Lipid accumulation in an oleaginous yeast (Candida 107) growing on glucose in single-stage continuous culture.

C O Gill, M J Hall, C Ratledge
PMCID: PMC170670  PMID: 848947

Abstract

Lipid accumulation of Candida 107, grown at dilution rates from 0.03 to the maximum of 0.21/h, with carbon, nitrogen, phosphate, and magnesium limitations in a chemostat, was maximal at about 40% (wt/wt) with nitrogen-limited medium at a dilution rate of 0.06/h, giving an efficiency of substrate conversion of 22 g of lipid per g of glucose consumed. At higher dilution rates the lipid content decreased. With carbon-limited growth, the highest lipid content (14%, wt/wt) was at the maximum dilution rate. High lipid contents also occurred with phosphate + nitrogen as double limitations of growth, with the lipid content of the yeast (about 35%, wt/wt) continuing to be near maximum at dilution rates also near maximum (0.17/h), thus giving the highest specific rate of lipid formation of any growth conditions (0.59 g of lipid/g of yeast per h). However, the efficiency of substrate utilization was only 5.2 g of lipid formed per 100 g of glucose consumed.
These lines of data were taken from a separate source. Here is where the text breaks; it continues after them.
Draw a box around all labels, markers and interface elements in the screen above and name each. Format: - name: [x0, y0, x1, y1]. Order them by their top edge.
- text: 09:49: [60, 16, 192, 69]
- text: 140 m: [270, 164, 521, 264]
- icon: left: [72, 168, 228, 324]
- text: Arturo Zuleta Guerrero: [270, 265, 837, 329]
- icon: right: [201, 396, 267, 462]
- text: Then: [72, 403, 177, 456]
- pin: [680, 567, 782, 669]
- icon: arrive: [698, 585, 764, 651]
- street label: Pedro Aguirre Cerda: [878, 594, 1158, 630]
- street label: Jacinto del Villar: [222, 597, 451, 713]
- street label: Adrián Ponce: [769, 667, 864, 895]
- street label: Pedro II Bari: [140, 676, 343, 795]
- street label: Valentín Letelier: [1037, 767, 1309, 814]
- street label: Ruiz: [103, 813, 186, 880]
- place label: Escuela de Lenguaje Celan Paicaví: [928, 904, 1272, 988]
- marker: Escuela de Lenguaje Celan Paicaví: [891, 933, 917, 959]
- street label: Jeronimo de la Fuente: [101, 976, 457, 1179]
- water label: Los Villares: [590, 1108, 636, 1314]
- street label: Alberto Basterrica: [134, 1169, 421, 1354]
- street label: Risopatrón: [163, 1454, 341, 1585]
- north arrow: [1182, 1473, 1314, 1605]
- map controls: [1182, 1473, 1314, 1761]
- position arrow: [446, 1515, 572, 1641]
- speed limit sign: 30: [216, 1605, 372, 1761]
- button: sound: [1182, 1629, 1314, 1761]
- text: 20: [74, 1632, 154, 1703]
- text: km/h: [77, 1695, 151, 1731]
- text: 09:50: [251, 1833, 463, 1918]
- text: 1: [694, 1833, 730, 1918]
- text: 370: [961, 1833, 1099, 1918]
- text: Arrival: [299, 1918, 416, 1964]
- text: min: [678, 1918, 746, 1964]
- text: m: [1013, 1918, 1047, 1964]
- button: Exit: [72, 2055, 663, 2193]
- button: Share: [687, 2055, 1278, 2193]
The composition of the fatty acyl residues within the lipid remained constant over many weeks if the steady-state conditions remained unchanged. With carbon-limited growth, the degree of unsaturation of the fatty acids markedly decreased as the dilution rate was increased, but with nitrogen limitation the reverse trend was seen. In all cases, linoleic and oleic acids were the principal fatty acyl residues affected, and their relative proportions always varied in opposite directions. When magnesium was a limiting nutrient, there was a considerable increase in the proportion of myristic acid produced within the lipid. Neutral lipids (predominantly triglycerides) varied from 66 to 92% of the total lipid from carbon- and nitrogen-limited growth; phospholipids (varying from 2 to 25%) were highest in nitrogen-limited growth. The fatty acyl residues within each lipid fraction showed the same variations with changing growth rates.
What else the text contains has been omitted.